Task prompt:
If a line of the data below contains the string "Vadakarai", copy it into your answer.

Saved data entries:
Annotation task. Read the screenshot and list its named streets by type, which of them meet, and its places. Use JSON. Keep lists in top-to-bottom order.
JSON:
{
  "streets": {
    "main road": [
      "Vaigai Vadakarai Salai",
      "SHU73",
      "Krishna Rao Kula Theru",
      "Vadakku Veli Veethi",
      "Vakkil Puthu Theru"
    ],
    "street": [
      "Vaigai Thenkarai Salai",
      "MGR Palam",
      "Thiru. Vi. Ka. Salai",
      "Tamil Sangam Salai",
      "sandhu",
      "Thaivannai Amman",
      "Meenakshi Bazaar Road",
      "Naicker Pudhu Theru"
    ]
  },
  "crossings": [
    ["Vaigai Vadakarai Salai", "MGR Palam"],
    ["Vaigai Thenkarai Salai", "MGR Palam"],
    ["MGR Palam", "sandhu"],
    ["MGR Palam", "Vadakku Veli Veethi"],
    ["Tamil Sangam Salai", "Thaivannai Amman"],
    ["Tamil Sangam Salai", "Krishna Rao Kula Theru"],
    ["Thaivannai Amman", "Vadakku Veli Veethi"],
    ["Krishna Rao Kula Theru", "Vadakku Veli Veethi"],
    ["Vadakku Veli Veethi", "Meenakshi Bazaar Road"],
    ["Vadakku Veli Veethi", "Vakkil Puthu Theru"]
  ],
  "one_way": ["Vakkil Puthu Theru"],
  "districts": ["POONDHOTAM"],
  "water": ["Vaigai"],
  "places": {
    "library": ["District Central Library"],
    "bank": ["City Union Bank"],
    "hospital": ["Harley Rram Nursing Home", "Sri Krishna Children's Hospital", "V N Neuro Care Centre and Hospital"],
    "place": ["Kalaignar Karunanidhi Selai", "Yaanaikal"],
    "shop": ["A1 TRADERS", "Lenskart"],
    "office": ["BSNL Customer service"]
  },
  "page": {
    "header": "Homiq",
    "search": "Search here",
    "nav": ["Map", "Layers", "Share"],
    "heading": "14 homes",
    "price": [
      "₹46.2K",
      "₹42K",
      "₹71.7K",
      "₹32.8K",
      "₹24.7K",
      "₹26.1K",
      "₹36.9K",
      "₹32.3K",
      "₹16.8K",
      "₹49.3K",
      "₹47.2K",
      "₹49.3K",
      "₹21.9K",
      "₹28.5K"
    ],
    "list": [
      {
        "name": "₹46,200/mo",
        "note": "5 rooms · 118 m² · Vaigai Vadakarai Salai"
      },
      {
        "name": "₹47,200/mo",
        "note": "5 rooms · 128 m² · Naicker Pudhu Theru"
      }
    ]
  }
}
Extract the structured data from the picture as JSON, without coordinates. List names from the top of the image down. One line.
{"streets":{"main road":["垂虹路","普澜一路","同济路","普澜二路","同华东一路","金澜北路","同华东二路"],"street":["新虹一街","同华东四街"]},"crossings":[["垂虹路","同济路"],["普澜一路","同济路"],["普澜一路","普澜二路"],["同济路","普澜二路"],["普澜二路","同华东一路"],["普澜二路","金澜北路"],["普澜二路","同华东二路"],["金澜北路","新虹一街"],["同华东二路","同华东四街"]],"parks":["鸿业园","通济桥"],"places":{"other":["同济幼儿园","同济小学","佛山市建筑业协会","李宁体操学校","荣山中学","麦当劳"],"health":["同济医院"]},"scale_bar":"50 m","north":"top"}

Result of the task:
      "Vaigai Vadakarai Salai",
    ["Vaigai Vadakarai Salai", "MGR Palam"],
        "note": "5 rooms · 118 m² · Vaigai Vadakarai Salai"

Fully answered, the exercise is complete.